• **Work order**
Lines with "absolute": copy each one from the listing below.

• **Input material**
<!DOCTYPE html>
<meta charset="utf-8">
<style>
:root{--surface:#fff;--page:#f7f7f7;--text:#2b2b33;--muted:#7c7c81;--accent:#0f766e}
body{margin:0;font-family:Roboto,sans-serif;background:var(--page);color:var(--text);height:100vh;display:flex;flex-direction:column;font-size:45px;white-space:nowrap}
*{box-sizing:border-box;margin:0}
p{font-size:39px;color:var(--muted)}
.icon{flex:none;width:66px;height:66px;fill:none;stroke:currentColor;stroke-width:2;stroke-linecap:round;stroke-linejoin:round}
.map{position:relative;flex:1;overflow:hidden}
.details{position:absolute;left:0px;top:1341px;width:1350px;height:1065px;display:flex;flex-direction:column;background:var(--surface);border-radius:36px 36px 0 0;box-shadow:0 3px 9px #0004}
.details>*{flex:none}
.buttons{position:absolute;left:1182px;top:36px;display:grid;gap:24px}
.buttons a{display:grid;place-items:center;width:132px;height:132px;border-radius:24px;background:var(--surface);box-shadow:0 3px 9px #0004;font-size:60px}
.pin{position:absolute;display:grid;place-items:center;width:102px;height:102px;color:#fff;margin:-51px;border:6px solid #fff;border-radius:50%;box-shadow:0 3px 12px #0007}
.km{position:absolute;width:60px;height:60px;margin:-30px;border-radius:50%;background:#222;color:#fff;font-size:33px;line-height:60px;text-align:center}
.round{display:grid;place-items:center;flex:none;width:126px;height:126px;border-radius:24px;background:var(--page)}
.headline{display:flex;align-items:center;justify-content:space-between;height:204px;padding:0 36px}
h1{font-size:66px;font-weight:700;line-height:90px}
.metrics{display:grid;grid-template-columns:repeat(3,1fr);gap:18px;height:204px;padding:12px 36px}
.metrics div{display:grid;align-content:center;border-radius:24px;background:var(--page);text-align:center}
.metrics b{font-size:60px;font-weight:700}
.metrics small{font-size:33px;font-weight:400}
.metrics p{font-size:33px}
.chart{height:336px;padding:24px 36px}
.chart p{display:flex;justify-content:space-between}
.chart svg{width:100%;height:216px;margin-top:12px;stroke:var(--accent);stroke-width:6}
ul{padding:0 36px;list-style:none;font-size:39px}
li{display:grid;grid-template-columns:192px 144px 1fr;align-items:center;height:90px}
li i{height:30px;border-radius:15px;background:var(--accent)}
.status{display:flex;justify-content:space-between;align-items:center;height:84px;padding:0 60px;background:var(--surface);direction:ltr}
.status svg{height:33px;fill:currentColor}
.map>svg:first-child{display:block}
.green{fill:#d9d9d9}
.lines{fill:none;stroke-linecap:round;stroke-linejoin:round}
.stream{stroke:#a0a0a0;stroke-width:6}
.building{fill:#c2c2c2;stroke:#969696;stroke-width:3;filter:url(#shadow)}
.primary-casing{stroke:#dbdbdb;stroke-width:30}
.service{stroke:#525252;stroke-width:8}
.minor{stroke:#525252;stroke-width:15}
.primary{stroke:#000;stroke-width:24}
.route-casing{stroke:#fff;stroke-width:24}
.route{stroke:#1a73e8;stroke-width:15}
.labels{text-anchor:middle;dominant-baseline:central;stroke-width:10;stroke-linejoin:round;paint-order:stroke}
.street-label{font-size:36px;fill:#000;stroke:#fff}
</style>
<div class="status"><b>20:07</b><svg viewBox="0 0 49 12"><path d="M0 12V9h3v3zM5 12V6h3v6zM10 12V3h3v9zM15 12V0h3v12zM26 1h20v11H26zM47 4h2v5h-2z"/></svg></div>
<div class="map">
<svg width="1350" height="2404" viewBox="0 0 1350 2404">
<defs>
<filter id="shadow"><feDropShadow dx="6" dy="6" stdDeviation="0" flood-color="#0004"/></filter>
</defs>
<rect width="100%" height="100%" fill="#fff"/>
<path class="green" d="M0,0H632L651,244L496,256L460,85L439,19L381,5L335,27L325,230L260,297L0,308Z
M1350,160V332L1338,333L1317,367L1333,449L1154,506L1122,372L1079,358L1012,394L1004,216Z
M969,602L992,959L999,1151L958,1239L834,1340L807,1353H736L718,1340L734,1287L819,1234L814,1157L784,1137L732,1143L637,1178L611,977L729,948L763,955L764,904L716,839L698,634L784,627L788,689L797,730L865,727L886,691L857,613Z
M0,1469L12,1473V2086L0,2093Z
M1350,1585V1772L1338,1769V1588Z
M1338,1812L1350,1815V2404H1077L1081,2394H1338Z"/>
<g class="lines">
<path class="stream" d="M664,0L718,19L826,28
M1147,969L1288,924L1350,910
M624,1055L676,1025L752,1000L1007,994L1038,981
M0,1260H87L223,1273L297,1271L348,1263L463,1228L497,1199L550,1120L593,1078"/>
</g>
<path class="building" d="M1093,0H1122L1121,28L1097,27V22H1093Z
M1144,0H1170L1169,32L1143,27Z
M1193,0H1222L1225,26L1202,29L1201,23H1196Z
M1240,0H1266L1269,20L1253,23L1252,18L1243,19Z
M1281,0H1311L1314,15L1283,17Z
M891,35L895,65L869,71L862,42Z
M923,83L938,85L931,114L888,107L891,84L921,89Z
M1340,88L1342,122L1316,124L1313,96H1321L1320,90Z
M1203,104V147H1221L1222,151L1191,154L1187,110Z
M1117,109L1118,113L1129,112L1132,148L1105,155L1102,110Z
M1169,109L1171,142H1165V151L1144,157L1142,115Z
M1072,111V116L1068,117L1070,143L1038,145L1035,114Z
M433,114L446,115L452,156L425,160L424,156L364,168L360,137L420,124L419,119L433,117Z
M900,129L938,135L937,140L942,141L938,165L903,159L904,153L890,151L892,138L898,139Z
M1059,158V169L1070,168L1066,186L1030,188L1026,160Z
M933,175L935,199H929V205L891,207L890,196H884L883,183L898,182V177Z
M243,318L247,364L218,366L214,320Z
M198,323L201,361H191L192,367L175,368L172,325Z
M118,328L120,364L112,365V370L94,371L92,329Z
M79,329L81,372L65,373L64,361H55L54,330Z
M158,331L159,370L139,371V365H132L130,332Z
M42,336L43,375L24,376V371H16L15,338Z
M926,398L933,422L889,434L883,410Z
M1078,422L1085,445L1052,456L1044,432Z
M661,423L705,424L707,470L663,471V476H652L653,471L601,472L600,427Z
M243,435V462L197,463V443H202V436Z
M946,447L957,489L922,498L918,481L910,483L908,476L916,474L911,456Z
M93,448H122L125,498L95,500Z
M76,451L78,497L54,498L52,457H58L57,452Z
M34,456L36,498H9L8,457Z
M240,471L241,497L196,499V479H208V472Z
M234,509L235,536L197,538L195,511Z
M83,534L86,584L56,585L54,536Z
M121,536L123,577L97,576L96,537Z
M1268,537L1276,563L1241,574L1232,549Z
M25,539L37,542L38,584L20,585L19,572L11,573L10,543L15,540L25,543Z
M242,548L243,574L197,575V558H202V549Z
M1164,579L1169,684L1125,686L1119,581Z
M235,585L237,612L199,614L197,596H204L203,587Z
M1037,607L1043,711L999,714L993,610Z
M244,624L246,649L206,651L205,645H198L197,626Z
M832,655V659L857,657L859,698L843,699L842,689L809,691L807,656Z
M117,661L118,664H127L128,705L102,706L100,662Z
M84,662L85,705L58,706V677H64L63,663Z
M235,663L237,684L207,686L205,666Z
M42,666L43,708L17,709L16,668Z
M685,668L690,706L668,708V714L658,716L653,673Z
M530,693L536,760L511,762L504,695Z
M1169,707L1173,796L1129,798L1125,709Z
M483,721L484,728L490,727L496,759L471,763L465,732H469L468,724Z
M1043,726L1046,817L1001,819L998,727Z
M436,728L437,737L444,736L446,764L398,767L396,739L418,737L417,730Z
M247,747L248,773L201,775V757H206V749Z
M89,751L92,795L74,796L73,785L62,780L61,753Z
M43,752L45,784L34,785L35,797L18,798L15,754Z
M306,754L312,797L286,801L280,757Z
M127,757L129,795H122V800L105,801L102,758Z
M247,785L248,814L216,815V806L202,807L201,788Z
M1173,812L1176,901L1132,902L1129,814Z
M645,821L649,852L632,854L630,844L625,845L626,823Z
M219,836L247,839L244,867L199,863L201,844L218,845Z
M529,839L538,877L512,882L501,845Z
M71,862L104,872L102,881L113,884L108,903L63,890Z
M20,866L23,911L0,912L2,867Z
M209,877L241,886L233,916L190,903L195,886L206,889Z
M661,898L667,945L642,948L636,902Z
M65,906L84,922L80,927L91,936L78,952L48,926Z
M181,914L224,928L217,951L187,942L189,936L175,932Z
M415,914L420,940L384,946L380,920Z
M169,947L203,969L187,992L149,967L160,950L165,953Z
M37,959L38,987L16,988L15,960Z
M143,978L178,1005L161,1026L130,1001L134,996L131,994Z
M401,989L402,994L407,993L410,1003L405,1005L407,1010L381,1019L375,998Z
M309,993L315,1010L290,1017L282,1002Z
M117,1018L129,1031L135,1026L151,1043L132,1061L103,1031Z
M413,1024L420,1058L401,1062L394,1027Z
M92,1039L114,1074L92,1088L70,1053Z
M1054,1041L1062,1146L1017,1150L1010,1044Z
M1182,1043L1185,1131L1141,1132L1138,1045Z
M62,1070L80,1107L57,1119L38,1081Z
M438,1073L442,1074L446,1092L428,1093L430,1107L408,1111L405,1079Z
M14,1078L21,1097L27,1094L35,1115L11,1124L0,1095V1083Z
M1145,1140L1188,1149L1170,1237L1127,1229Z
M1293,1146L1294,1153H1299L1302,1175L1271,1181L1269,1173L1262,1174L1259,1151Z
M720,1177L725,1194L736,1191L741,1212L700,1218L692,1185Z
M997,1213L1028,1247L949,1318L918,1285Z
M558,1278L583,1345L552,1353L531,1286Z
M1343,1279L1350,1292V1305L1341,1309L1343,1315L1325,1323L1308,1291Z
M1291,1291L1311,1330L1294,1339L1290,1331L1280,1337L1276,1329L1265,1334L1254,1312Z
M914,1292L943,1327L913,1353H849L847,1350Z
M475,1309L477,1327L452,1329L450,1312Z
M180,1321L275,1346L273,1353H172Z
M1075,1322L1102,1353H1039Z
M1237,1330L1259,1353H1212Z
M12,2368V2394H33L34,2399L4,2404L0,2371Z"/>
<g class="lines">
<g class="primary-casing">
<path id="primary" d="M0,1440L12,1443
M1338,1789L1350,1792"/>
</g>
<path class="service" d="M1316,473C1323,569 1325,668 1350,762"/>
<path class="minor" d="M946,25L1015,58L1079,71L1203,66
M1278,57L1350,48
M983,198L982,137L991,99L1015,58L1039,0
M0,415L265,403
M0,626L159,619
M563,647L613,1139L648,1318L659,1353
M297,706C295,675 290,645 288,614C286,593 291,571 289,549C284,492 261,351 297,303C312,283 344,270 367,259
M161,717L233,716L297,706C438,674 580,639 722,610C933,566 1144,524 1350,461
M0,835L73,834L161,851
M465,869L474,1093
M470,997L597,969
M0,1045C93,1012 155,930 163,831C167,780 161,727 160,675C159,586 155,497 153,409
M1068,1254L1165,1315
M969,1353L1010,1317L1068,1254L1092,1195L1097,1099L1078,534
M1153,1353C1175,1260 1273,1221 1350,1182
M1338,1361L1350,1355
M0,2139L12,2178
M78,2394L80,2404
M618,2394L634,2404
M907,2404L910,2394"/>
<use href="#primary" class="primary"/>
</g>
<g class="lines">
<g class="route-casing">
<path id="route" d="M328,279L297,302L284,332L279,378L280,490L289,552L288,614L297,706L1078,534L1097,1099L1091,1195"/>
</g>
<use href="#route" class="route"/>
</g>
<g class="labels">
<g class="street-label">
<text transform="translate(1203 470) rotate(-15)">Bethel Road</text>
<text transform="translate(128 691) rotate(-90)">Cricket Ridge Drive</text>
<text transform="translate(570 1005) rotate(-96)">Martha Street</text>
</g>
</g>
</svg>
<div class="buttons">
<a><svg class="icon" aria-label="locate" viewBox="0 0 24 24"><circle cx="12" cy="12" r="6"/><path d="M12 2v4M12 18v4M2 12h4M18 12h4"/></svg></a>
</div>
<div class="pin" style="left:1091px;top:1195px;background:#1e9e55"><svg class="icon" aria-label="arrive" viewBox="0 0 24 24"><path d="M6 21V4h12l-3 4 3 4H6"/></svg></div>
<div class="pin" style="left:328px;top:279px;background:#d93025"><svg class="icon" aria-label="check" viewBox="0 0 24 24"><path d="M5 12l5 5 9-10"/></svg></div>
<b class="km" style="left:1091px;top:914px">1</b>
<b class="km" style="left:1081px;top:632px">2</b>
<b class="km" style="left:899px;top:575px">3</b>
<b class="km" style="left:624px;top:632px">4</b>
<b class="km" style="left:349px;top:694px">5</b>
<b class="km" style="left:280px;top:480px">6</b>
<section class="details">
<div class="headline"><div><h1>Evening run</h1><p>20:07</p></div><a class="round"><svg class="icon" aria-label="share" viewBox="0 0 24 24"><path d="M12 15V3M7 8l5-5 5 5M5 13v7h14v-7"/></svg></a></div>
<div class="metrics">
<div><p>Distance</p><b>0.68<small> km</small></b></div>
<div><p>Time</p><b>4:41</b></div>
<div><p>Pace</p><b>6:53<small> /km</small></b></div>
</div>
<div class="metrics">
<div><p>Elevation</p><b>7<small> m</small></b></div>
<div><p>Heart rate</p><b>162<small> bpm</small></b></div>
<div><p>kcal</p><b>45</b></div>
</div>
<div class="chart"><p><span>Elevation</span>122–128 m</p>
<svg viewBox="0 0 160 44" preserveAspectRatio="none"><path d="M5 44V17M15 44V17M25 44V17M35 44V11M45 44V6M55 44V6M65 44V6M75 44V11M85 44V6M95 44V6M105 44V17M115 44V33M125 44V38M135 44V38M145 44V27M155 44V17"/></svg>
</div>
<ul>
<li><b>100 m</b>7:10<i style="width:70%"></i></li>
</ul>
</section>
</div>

• **Result of this task**
.details{position:absolute;left:0px;top:1341px;width:1350px;height:1065px;display:flex;flex-direction:column;background:var(--surface);border-radius:36px 36px 0 0;box-shadow:0 3px 9px #0004}
.buttons{position:absolute;left:1182px;top:36px;display:grid;gap:24px}
.pin{position:absolute;display:grid;place-items:center;width:102px;height:102px;color:#fff;margin:-51px;border:6px solid #fff;border-radius:50%;box-shadow:0 3px 12px #0007}
.km{position:absolute;width:60px;height:60px;margin:-30px;border-radius:50%;background:#222;color:#fff;font-size:33px;line-height:60px;text-align:center}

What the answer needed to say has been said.